Task directions. Find the string "Transcribe" in the data, then copy every line where it is found.

(Provided entries begins)

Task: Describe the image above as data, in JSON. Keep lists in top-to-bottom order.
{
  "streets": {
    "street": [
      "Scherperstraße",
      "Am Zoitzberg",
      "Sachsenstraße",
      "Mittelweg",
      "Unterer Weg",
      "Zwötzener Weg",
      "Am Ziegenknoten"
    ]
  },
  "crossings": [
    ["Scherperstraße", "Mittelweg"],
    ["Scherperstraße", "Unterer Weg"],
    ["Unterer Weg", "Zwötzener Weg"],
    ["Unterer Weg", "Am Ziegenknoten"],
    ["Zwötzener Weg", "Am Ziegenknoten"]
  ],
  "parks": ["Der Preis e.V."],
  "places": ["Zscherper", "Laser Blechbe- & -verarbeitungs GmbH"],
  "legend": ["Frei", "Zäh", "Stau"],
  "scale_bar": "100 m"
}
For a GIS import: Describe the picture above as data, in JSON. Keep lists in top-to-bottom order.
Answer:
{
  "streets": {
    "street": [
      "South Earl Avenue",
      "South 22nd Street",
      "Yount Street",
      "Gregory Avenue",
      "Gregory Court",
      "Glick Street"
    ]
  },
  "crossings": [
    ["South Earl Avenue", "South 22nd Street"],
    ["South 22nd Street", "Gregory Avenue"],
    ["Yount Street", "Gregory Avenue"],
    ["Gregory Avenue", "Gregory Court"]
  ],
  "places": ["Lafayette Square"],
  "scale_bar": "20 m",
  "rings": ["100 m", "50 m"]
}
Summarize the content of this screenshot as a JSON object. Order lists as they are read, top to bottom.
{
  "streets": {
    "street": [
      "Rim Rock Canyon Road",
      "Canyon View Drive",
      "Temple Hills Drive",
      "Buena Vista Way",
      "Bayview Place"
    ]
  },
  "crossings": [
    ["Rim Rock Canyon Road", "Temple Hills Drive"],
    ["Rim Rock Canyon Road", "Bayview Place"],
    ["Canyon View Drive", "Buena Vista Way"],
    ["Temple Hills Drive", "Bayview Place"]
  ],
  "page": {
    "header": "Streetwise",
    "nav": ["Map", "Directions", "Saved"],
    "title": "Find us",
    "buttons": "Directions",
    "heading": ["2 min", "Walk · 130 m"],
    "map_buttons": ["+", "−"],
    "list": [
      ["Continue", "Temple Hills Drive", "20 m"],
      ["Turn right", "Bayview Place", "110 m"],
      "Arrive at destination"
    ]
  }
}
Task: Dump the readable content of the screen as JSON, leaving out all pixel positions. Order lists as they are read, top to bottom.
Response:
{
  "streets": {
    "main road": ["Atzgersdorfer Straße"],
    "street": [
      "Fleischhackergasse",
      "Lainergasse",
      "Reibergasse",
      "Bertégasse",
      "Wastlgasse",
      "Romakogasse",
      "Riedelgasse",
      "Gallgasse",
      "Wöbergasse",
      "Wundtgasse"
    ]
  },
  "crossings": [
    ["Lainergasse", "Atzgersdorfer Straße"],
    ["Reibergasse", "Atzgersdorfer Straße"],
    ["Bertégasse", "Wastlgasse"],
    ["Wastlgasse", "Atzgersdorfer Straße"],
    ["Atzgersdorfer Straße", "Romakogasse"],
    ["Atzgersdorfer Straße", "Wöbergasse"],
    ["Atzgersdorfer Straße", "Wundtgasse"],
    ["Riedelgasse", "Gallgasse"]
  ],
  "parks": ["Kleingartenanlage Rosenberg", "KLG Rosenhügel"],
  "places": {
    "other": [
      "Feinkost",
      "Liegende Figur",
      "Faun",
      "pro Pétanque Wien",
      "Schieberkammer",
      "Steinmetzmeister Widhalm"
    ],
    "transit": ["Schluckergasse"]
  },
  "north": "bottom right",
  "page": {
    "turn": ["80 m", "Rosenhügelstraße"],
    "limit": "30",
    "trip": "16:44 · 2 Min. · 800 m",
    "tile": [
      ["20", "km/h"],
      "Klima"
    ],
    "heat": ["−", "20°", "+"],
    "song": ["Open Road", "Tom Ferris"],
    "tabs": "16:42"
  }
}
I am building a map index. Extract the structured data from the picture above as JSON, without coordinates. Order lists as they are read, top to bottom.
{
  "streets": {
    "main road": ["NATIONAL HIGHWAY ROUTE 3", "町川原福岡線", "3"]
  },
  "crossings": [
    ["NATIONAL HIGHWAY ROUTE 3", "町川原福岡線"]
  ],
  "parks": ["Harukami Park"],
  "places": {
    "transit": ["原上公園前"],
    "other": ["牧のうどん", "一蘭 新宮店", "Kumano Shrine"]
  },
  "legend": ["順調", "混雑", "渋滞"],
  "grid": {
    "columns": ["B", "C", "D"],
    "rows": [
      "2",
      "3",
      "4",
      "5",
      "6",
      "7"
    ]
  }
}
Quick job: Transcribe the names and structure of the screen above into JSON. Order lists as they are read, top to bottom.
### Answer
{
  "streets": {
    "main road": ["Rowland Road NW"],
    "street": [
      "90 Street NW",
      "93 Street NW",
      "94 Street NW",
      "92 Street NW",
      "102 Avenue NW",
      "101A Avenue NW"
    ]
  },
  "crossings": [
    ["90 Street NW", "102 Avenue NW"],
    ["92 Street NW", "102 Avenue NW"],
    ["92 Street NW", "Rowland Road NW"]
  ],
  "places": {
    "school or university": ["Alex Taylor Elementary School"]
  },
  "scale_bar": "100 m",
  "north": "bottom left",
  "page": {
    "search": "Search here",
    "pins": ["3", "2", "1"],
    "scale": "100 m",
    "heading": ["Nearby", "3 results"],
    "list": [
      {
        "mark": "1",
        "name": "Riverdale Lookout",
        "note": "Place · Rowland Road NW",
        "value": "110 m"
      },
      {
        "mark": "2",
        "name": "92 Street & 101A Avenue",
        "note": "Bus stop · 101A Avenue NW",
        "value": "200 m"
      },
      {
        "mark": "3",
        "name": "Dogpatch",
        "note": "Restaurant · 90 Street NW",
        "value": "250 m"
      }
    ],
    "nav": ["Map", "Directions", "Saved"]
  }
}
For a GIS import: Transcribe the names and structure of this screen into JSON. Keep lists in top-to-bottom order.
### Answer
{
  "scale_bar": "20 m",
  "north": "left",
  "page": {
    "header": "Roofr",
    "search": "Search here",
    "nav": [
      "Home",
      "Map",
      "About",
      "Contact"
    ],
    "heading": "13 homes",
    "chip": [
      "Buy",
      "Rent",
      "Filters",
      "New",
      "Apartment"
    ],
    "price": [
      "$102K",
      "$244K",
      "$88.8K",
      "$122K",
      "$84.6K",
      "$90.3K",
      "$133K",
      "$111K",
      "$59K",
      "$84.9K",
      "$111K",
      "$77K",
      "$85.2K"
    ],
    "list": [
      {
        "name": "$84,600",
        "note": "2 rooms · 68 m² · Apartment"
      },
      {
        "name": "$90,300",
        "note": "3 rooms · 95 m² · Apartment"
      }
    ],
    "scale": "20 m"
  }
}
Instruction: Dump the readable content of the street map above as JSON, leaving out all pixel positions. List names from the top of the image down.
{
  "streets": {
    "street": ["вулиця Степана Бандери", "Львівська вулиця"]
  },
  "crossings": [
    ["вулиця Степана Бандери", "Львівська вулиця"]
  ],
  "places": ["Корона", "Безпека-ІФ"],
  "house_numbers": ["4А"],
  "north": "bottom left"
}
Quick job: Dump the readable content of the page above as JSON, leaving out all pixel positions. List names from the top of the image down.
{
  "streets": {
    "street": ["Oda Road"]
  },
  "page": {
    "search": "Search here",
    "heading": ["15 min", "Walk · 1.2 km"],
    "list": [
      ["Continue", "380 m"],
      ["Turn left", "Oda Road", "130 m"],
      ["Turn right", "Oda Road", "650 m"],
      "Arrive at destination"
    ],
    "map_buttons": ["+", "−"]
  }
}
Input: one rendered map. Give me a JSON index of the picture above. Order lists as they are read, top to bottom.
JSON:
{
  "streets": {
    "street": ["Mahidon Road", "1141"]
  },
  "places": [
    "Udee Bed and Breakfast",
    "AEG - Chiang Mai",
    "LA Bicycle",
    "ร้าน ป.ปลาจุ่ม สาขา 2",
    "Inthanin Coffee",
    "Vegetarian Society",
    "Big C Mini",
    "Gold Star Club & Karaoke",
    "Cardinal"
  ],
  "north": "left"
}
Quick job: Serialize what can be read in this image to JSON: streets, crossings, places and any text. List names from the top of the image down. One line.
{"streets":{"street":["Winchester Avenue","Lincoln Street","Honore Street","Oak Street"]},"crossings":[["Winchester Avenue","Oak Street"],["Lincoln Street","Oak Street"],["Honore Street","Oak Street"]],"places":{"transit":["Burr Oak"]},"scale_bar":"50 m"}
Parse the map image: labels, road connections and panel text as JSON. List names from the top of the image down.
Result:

(Provided entries ends)

Solved problem.
Quick job: Transcribe the names and structure of the screen above into JSON. Order lists as they are read, top to bottom.
For a GIS import: Transcribe the names and structure of this screen into JSON. Keep lists in top-to-bottom order.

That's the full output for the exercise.